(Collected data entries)
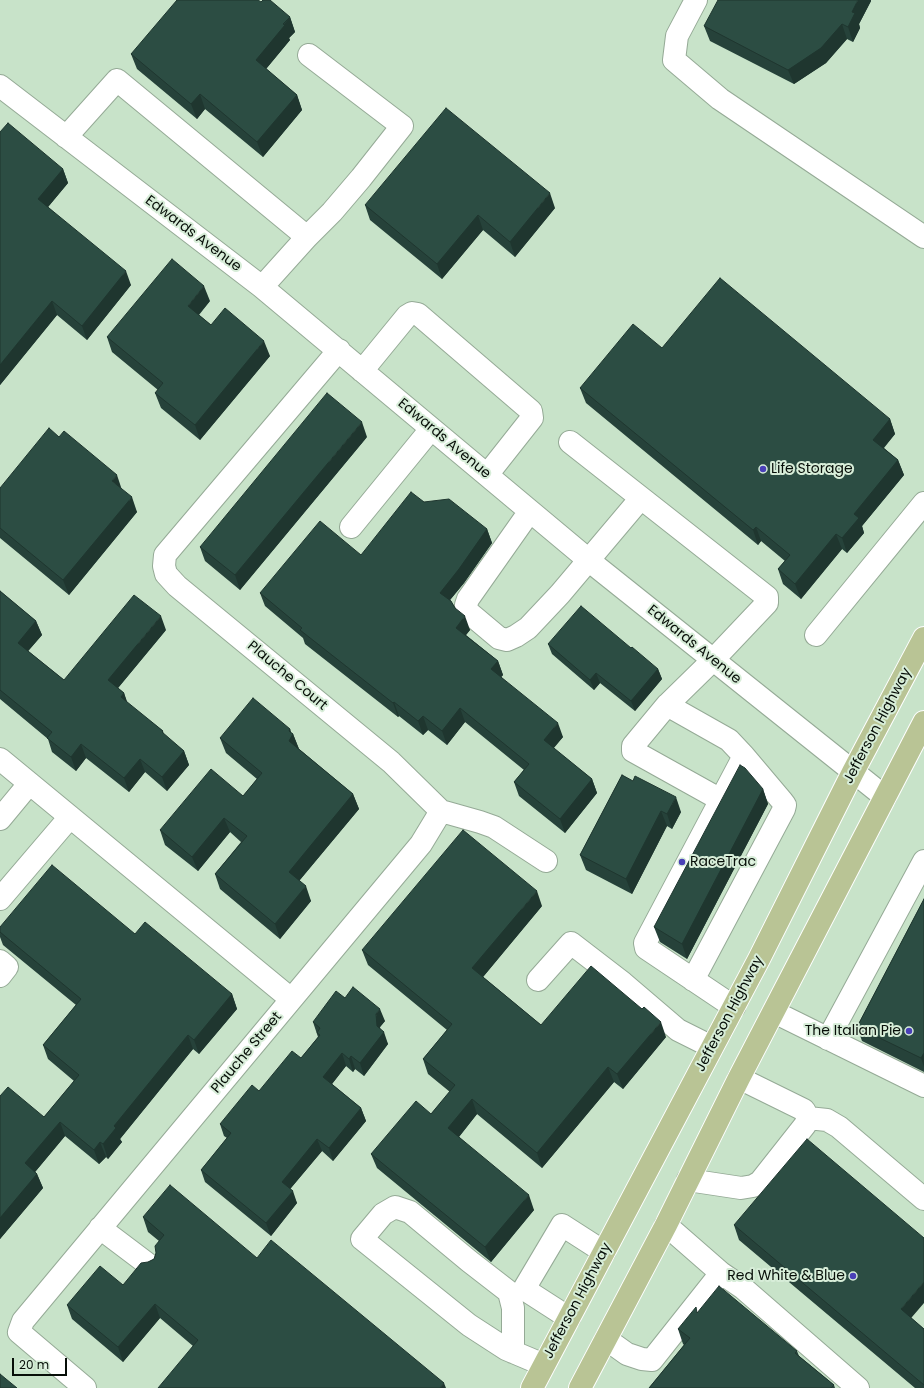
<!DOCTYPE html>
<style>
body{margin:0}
#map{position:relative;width:924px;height:1388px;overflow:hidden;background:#d7edd8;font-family:Poppins,sans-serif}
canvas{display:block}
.scale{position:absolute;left:12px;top:1358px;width:55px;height:18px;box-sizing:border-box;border:2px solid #070e08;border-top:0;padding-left:5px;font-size:12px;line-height:14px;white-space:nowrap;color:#070e08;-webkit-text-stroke:3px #d7edd8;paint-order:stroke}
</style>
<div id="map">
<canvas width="924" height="1388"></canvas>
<div class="scale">20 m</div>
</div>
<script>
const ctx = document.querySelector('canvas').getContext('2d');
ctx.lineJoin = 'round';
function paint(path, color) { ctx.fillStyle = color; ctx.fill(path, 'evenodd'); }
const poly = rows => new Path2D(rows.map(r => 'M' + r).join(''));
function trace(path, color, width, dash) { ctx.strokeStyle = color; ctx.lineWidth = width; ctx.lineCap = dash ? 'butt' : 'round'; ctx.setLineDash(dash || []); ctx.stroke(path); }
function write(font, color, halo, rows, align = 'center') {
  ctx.font = font + ' Poppins,sans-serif'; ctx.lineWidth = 4; ctx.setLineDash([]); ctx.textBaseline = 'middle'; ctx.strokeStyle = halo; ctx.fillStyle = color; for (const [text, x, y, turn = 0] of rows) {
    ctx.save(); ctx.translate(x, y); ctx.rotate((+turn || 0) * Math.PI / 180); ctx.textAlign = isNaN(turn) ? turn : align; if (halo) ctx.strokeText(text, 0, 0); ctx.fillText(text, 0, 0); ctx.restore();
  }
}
paint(poly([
 [0,0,924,0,924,1388,0,1388]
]), '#c8e3c9');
const minor = poly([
 [696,0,677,36,674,60,720,99,924,237],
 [0,86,262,287,597,567,885,797],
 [66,137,117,80,307,237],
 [262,287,307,237,332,212,361,178,402,126,309,55],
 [362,371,407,316,412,313,418,314,531,411,532,418,487,475],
 [570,442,767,597,767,603,713,660,667,705,729,740,744,756,645,943,646,948,734,1007],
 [530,511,468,599,466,605,468,612,499,638,507,640,516,636,528,628,560,594,641,498],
 [351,527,431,429],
 [816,635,924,503],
 [667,705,633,746,633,751,721,800],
 [0,759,291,999],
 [441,811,480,822,494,827,546,861],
 [0,819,29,784],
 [0,899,70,817],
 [0,961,7,967,0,976],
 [538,980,571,943,623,983,678,1030,712,1047],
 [693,980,784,809,785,805,782,801,744,756],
 [774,1012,924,1086],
 [828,1039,924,861],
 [808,1118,827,1120,839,1127,924,1199],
 [688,1180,741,1188,753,1186,760,1182,805,1125,808,1118,804,1110,739,1078],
 [666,1225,721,1273,743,1288,858,1388],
 [100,1228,149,1265],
 [569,1318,524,1289,562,1225,604,1252],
 [606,1339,627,1354,642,1359,652,1360,721,1273],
 [513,1352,513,1308,509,1292,469,1261,410,1212,395,1207,383,1214,362,1239,469,1325,506,1349,544,1365],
 [85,1388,19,1332,23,1321,421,844,441,811,391,762,177,586,166,574,164,566,165,555,339,350]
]);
const major = poly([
 [532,1388,759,959,853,772,924,638],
 [580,1388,666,1225,739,1078,924,722]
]);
trace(minor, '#95aa96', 24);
trace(major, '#fff', 24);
trace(minor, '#fff', 22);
trace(major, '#b9c495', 22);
paint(poly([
 [871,1,859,24,860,28,853,42,847,39,826,63,794,84,710,41,704,26],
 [261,2,290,17,295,32,289,38,290,40,266,69,297,95,302,110,263,157,205,109,197,119,137,69,131,54],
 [0,132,63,169,68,183,48,207,131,285,87,340,57,315,0,385],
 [365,205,555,208,515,257,483,230,442,279,370,220],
 [210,301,199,315,211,325,270,356,200,440,161,408,155,393,158,390,112,352,107,337],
 [662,348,890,419,895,434,884,448,898,460,904,475,862,526,864,533,847,553,842,549,801,599,783,584,778,569,785,561,761,541,758,545,586,403,580,388],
 [367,437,240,590,205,561,200,547],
 [0,488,122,490,137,512,69,595,0,538],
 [424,502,487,529,492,543,464,583,450,600,470,630,466,635,498,661,503,675,501,677,563,737,553,748,592,779,597,793,565,833,519,796,514,782,524,770,465,722,447,745,428,730,423,735,399,716,398,717,305,644,303,638,265,606,260,593,361,555],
 [0,591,36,621,42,635,28,651,64,680,166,630,118,688,124,693,127,703,163,731,164,735,184,751,189,765,167,791,145,772,129,792,86,758,76,771,52,752,48,739,0,699],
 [548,644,658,669,662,679,635,711,600,683,594,690,552,654],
 [290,729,291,733,293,734,299,749,353,794,359,809,299,881,311,901,280,939,220,889,215,874,241,842,230,832,198,871,165,845,160,830,243,796,257,779,226,753,220,738],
 [622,775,681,812,672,829,667,826,632,894,586,870,580,855],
 [763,789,768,804,687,959,660,942,654,927],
 [924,899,924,1072,862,1041,857,1027],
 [542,906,483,977,541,1025,666,1037,623,1089,614,1082,542,1168,477,1114,459,1137,534,1210,491,1262,377,1168,371,1154,431,1114,450,1092,428,1074,423,1059,447,1030,368,965,362,950],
 [0,927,135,934,232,994,237,1009,199,1054,193,1049,120,1139,122,1142,108,1159,106,1157,99,1164,65,1136,35,1172,37,1174,43,1188,0,1239,0,1096,44,1117,74,1081,48,1059,43,1045,76,1005,3,945,0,937],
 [345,998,385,1021,380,1027,380,1029,388,1044,364,1076,355,1069,353,1072,346,1066,332,1084,361,1108,366,1121,333,1161,322,1151,290,1189,297,1203,271,1236,205,1182,201,1170,227,1138,224,1136,220,1124,259,1091,301,1058,318,1037,313,1022],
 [143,1217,257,1258,444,1383,193,1346,160,1318,123,1362,72,1319,67,1305,123,1285,148,1262,154,1259,156,1253,159,1241,148,1232],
 [734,1225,911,1318,924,1329,924,1388,915,1388,739,1240],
 [698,1312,797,1351,799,1356,834,1385,835,1388,649,1388,684,1345,683,1344,678,1329]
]), '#26423a');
paint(poly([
 [858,0,871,0,871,1,859,24,860,28,853,42,848,27,852,12],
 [290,17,295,32,289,38,290,40,261,75,256,60],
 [842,24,847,39,826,63,794,84,788,70],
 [200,94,205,109,197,119,191,104],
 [297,95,302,110,263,157,257,142],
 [63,169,68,183,43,213,38,199],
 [550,193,555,208,515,257,510,242],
 [478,215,483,230,442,279,437,264],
 [126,271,131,285,87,340,82,326],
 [204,286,210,301,193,321,188,306],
 [52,301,57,315,0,385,0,365],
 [264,341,270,356,200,440,195,425],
 [890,419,895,434,878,454,873,440],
 [362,422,367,437,240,590,235,575],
 [898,460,904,475,862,526,864,533,847,553,842,538,854,514],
 [117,475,122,490,112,481],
 [132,497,137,512,69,595,63,580],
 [756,527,761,541,758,545,753,530],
 [487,529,492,543,464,583,445,606,440,593],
 [836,534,842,549,801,599,795,584],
 [161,616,166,630,113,694,108,680],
 [465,616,470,630,461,641,456,628],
 [36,621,42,635,23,657,18,643],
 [498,661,503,675,496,683,491,669],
 [658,669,662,679,635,711,631,701],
 [596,673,600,683,594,690,590,680],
 [124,693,129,707,121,697],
 [394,702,399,716,398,717,393,703],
 [460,708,465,722,447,745,442,731],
 [423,716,428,730,423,735,418,721],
 [558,723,563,737,549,754,544,740],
 [290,729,292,736,293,734,299,749,289,741,289,731],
 [81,744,86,758,76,771,71,757],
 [184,751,189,765,167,791,162,777],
 [140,759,145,772,129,792,124,778],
 [592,779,597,793,565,833,560,819],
 [763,789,768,804,687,959,682,944],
 [353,794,359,809,294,887,289,872],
 [676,797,681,812,672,829,667,814],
 [661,811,667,826,632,894,626,879],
 [224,818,230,832,198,871,192,857],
 [306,886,311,901,280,939,275,924],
 [537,891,542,906,478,983,472,968],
 [232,994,237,1009,199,1054,194,1040],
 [380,1009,385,1021,380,1027,381,1035,384,1032,388,1044,364,1076,360,1063,377,1026,376,1014],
 [661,1022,666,1037,623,1089,617,1074],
 [188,1035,193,1049,120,1139,122,1142,108,1159,103,1144,114,1126],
 [342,1053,346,1066,328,1089,323,1077],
 [924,1053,924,1067,921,1058],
 [351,1056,355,1069,353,1072,349,1059],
 [608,1067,614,1082,542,1168,537,1153],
 [472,1099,477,1114,454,1143,448,1128],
 [361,1108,366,1121,333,1161,329,1148],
 [60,1122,65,1136,30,1178,25,1163],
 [317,1139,322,1151,286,1194,282,1182],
 [100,1142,106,1157,99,1164,94,1150],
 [37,1174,43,1188,0,1239,0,1218],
 [293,1191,297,1203,271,1236,266,1223],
 [529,1195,534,1210,491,1262,485,1247],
 [924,1282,924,1303,906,1324,901,1309],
 [155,1304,160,1318,123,1362,118,1347],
 [444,1383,446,1388,440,1388]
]), '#1f362f');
const building = poly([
 [177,0,258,0,261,2,263,0,270,0,290,17,283,24,285,25,256,60,297,95,257,142,200,94,191,104,131,54,177,0],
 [718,0,858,0,852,12,855,13,848,27,842,24,821,48,788,70,704,26,718,0],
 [446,108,550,193,510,242,478,215,437,264,365,205,446,108],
 [8,123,63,169,38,199,126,271,82,326,52,301,0,365,0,132,8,123],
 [172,259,204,286,188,306,211,325,225,308,264,341,195,425,155,393,163,383,107,337,172,259],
 [720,278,890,419,873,440,898,460,854,514,859,518,842,538,836,534,795,584,778,569,790,555,756,527,753,530,580,388,633,324,662,348,720,278],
 [327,393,362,422,235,575,200,547,327,393],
 [49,428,59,437,64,431,117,475,112,481,132,497,63,580,0,528,0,488,49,428],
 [411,492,424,502,449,499,487,529,459,569,440,593,451,601,455,608,465,616,456,628,498,661,491,669,558,723,544,740,592,779,560,819,514,782,529,764,460,708,442,731,423,716,418,721,394,702,393,703,300,630,302,628,260,593,320,521,361,555,411,492],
 [0,591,36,621,18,643,64,680,134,595,161,616,108,680,124,693,121,697,163,731,162,732,184,751,162,777,140,759,124,778,81,744,71,757,47,738,52,732,0,690,0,591],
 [581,606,631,648,632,647,658,669,631,701,596,673,590,680,548,644,581,606],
 [253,698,290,729,289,731,293,734,289,741,353,794,289,872,306,886,275,924,215,874,247,836,224,818,192,857,160,830,211,769,243,796,262,773,220,738,253,698],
 [740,765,745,768,763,789,682,944,654,927,740,765],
 [622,775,633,781,635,776,676,797,667,814,661,811,626,879,580,855,622,775],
 [463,830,537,891,472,968,541,1025,591,966,642,1009,644,1007,661,1022,617,1074,608,1067,537,1153,472,1099,448,1128,529,1195,485,1247,371,1154,416,1101,431,1114,455,1085,423,1059,452,1024,362,950,463,830],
 [52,865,135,934,145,922,232,994,194,1040,188,1035,114,1126,116,1128,103,1144,100,1142,94,1150,60,1122,25,1163,37,1174,0,1218,0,1096,8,1087,44,1117,79,1075,43,1045,81,999,0,932,0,927,52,865],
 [924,899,924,1053,921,1058,857,1027,924,899],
 [353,987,380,1009,376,1014,377,1026,384,1032,360,1063,351,1056,349,1059,342,1053,323,1077,361,1108,329,1148,317,1139,282,1182,293,1191,266,1223,201,1170,231,1133,220,1124,252,1085,259,1091,292,1051,301,1058,320,1035,317,1033,320,1028,313,1022,336,991,345,998,353,987],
 [807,1139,924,1238,924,1282,901,1309,924,1329,924,1385,734,1225,807,1139],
 [170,1185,257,1258,271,1240,444,1383,440,1388,158,1388,198,1340,155,1304,118,1347,67,1305,100,1266,123,1285,141,1263,148,1262,154,1259,156,1253,155,1246,164,1235,143,1217,170,1185],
 [719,1286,797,1351,795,1353,834,1385,831,1388,649,1388,690,1338,678,1329,696,1307,697,1313,719,1286],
 [0,1374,17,1388,0,1388,0,1374]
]);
paint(building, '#2c4d43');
trace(building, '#1f362f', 1);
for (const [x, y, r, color] of [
 [763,469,4,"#4a40b7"],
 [682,862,4,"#4a40b7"],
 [909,1031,4,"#4a40b7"],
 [853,1276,4,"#4a40b7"]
]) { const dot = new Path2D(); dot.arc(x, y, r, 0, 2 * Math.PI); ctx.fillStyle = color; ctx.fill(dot); trace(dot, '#d7edd8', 1.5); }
write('14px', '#070e08', '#d7edd8', [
 ["Edwards Avenue",193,234,37],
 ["Edwards Avenue",444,439,40],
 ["Edwards Avenue",694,645,39],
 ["Plauche Court",287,676,40],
 ["Jefferson Highway",878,726,-62],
 ["Jefferson Highway",730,1014,-62],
 ["Plauche Street",247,1053,-50],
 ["Jefferson Highway",578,1301,-62]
]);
write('14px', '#070e08', '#d7edd8', [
 ["Life Storage",771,469],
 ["RaceTrac",690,862],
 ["The Italian Pie",901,1031,"right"],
 ["Red White & Blue",845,1276,"right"]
], 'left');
</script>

TASK DETAILS:
Produce the lines from the first line of the entries through the line that contains "ctx.lineJoin = 'round';", exactly, leaving the pictures behind.

OUTPUT OF THE TASK:
<!DOCTYPE html>
<style>
body{margin:0}
#map{position:relative;width:924px;height:1388px;overflow:hidden;background:#d7edd8;font-family:Poppins,sans-serif}
canvas{display:block}
.scale{position:absolute;left:12px;top:1358px;width:55px;height:18px;box-sizing:border-box;border:2px solid #070e08;border-top:0;padding-left:5px;font-size:12px;line-height:14px;white-space:nowrap;color:#070e08;-webkit-text-stroke:3px #d7edd8;paint-order:stroke}
</style>
<div id="map">
<canvas width="924" height="1388"></canvas>
<div class="scale">20 m</div>
</div>
<script>
const ctx = document.querySelector('canvas').getContext('2d');
ctx.lineJoin = 'round';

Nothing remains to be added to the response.